Birmingham bin strike: Report warns deal 'unaffordable'
The deal that ended the bin strike which saw mountains of waste pile up on Birmingham's streets is unaffordable, a report warns.
The seven-week strike action was suspended last week amid negotiations between Unite and the city council.
But the breakthrough could be unworkable as the council report says giving ground on workers' demands is not financially viable.
It cost the authority up to £300,000 a week to clear the backlog of rubbish.
The dispute centres on a restructuring plan that Unite says is threatening the jobs of more than 120 refuse collectors, while the council says it will modernise the service and save £5m a year.
The strike was suspended on 16 August after the council agreed certain posts would not be made redundant and conciliatory service Acas said bin collections could resume.
A statement said the authority had accepted the workers' case and restored the jobs of grade three workers, who are responsible for safety at the back of refuse vehicles.
However, a report due to be discussed by the council's cabinet on Thursday said the proposed reorganisation - which prompted the industrial action - was needed to enable spending to be contained within the budget.
Current working arrangements and crew structure had not delivered value-for-money savings targets and "will not meet the business need of the future", the report said.
Analysis: Kathryn Stanczyszyn, political reporter
The update report into the ongoing bins dispute has raised eyebrows for more than one reason.
It's unusual to see so candid a publication in the public domain - but this report said quite clearly there's absolutely no room for manoeuvre when it comes to the pay grading issue that refuse workers have been striking over.
Why?
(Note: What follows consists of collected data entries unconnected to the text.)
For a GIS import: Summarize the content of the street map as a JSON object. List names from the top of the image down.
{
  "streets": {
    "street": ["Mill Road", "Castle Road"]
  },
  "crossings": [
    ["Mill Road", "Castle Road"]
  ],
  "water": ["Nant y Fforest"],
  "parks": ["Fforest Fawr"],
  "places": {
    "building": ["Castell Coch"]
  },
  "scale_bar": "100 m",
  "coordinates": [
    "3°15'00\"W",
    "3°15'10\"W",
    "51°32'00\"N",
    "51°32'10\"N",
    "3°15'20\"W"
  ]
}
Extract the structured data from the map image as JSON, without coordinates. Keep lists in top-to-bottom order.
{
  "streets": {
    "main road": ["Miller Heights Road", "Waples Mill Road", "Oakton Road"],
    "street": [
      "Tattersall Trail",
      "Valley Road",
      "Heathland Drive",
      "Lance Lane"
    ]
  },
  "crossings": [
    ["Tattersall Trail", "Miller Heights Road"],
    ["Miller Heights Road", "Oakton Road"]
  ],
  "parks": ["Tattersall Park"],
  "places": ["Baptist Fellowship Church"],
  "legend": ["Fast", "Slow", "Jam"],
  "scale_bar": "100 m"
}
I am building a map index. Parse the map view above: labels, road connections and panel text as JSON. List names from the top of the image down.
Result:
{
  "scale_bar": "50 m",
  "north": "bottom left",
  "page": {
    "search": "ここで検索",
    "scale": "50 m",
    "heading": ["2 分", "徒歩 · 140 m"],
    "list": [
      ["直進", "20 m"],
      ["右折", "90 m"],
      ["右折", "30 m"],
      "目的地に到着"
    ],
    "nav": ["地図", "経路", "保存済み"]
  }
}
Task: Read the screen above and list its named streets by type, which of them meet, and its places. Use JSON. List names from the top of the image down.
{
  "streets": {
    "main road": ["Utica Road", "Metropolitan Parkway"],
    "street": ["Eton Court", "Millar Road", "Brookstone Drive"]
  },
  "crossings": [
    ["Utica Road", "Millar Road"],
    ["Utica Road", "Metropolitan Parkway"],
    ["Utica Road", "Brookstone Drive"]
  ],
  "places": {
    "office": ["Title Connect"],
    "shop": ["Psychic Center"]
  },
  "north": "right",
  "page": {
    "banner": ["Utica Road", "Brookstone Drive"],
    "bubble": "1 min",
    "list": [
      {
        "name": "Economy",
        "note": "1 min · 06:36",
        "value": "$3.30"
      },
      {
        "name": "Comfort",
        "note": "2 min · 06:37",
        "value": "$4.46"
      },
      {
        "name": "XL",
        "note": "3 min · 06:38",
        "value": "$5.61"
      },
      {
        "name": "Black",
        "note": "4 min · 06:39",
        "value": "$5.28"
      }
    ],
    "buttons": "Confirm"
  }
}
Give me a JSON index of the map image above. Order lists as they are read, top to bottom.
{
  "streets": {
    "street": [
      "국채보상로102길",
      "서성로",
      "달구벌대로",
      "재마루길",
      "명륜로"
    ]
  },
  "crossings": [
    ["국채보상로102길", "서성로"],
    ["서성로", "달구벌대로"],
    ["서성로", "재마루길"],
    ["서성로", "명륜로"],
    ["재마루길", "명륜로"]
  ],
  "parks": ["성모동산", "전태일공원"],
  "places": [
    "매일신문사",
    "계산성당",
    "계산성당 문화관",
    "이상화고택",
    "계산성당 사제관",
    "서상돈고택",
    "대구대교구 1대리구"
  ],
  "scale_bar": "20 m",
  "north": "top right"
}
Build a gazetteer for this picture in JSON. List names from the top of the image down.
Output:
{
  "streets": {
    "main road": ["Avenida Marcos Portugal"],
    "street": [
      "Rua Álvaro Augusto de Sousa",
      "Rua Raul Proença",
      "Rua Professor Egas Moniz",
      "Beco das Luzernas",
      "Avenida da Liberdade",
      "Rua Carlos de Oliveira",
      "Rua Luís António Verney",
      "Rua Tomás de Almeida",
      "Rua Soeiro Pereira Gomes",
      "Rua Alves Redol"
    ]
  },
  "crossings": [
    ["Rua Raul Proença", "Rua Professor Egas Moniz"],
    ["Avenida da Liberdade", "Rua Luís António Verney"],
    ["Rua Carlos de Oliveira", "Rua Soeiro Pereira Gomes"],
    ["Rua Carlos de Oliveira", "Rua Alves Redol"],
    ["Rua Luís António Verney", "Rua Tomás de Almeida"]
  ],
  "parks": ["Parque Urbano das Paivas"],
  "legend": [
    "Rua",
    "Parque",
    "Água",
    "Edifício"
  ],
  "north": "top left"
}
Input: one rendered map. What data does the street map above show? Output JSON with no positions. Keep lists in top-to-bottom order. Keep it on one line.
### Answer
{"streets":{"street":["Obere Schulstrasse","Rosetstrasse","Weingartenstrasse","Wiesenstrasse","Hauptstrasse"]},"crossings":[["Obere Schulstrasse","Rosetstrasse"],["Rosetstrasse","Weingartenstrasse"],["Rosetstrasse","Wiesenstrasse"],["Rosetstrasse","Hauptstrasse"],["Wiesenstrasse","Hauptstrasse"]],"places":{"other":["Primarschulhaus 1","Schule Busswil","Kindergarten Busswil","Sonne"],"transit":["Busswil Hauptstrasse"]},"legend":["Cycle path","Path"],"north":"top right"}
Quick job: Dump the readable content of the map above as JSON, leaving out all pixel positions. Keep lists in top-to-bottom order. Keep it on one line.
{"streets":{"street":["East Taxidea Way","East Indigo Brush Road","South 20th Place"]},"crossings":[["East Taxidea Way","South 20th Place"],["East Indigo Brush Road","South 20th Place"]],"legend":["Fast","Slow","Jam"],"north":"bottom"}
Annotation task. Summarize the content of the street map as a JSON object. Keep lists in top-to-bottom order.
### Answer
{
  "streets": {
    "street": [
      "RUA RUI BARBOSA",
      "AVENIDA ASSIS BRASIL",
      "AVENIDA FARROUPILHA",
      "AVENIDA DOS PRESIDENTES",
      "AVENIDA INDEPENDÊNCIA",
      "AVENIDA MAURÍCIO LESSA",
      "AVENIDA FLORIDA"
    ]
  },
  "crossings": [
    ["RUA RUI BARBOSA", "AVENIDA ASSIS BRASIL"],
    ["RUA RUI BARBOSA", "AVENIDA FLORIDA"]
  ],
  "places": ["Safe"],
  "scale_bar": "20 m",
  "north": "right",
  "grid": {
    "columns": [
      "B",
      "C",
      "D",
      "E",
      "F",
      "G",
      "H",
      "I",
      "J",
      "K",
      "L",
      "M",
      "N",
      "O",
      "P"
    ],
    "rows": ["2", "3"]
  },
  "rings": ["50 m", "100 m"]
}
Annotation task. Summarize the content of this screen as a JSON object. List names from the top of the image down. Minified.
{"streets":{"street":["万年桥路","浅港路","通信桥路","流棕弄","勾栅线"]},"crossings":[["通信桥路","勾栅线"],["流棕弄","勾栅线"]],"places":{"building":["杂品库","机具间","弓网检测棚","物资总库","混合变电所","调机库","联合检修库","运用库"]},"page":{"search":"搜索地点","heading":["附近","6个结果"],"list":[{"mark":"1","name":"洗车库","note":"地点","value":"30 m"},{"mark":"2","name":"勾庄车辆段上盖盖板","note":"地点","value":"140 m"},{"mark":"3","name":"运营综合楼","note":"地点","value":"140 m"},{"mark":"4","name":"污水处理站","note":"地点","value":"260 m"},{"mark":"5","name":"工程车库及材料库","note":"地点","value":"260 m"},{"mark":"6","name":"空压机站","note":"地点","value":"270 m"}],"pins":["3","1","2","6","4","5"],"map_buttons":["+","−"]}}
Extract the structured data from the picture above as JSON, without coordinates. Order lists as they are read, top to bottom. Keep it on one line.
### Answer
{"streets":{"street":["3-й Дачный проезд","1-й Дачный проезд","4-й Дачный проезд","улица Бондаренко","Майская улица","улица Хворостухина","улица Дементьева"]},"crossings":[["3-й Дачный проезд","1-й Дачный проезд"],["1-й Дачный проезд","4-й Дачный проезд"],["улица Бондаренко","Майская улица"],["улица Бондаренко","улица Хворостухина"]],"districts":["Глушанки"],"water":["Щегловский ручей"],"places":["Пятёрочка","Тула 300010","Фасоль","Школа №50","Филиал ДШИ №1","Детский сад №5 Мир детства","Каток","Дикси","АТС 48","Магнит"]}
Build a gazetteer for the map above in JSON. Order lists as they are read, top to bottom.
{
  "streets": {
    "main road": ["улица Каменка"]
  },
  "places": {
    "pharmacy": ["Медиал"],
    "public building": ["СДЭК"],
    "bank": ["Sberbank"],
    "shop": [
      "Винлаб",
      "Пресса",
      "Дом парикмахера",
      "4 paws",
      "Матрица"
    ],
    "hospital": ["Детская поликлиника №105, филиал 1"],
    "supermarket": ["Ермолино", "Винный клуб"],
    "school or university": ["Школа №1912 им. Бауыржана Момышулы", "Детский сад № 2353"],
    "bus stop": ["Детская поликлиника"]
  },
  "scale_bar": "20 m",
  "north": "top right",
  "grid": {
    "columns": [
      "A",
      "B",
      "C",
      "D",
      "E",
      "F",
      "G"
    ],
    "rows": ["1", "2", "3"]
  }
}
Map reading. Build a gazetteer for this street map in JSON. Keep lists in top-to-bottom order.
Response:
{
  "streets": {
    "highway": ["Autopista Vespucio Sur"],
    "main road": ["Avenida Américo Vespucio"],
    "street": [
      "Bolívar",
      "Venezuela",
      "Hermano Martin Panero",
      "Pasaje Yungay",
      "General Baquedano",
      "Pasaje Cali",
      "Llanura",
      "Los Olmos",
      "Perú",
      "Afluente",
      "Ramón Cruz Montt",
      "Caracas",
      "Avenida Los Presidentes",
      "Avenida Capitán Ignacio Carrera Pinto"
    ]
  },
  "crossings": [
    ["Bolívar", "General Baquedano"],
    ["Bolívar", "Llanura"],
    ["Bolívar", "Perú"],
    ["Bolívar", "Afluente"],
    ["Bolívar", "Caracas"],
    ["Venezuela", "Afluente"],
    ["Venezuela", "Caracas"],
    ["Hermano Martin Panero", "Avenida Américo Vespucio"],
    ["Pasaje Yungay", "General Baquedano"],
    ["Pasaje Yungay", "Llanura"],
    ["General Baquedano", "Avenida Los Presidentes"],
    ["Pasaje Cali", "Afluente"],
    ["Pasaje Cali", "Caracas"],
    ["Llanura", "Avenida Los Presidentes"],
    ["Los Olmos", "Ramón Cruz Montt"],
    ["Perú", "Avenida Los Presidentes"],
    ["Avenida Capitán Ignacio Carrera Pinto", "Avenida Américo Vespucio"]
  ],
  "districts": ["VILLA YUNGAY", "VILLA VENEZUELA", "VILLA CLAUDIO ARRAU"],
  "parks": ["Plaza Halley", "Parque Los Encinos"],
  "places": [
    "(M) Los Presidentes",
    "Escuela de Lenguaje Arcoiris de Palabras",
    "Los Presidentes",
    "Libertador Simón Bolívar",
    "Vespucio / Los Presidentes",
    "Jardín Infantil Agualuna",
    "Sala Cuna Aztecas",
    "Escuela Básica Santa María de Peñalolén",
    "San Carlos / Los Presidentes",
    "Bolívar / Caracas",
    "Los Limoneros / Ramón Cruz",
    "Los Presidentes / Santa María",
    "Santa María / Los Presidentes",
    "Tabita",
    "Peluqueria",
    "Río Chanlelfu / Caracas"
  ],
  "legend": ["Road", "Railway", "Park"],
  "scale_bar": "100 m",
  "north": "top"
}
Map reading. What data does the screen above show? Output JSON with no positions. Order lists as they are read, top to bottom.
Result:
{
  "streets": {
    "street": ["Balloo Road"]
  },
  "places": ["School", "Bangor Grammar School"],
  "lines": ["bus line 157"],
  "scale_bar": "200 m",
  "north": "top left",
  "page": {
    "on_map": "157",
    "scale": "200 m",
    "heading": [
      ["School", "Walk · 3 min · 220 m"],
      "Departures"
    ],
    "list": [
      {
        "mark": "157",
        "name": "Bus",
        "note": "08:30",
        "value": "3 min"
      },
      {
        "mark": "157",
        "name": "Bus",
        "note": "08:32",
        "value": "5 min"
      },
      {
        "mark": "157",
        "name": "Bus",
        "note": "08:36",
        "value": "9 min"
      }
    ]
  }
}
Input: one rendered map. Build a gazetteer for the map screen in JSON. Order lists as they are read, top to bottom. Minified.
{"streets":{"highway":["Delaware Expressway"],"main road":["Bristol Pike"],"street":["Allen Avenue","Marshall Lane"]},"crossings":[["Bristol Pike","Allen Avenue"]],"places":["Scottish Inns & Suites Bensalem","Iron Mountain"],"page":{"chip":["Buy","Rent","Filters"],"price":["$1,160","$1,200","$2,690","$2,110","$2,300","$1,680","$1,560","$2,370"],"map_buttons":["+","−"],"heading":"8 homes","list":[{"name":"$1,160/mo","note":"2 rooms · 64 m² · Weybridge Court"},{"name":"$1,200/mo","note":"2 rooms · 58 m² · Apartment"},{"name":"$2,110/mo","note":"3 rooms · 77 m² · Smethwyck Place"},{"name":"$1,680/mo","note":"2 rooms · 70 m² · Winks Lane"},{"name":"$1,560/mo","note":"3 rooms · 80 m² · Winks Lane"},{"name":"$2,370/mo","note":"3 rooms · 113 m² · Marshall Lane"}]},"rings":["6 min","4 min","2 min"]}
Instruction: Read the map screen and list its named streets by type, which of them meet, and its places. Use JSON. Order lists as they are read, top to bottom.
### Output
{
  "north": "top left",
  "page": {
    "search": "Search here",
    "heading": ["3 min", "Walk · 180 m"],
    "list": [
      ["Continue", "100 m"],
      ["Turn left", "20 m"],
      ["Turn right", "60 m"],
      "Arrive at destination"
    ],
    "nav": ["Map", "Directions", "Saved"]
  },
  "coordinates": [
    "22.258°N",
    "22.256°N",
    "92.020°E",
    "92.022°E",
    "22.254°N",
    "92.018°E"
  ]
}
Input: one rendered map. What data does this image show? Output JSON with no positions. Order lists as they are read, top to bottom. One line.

Not only because of the direct savings of more than £5m the council wants to make - but because keeping the grade three binmen as they are could lead to a raft of equal pay claims that the council can't afford.
The report stops short of saying a deal was done prematurely, but it certainly recommends there should be no movement whatsoever on the council's original plans, which led to the strike in the first place.
Not what Acas and Unite were saying last week, or what the binmen want to hear.
One told me today that the mood is very downbeat following the deferral of this crucial vote - because he has no desire to go back on strike, but believes it's almost inevitable with such potentially deep division between council officers and the promise of a resolution.
So next Friday really is crunch time, the day when new contracts must be issued, and when senior councillors must decide whether they vote with officers risking more devastating strike action, or against them - and then have to face some other potentially serious consequences.
The leader, and much of the city, will be hoping they reach some kind of deal before then.
The report said a decision to not proceed with the deletion of grade three roles would result in an increase in costs of £600,000 in a full year alone.
"However, the more significant potential financial implications arising from a decision not to continue with the implementation of the new operating model arise from a significant increase in the risks in relation to further equal pay claims," it added.
The meeting to discuss the report was deferred until 1 September.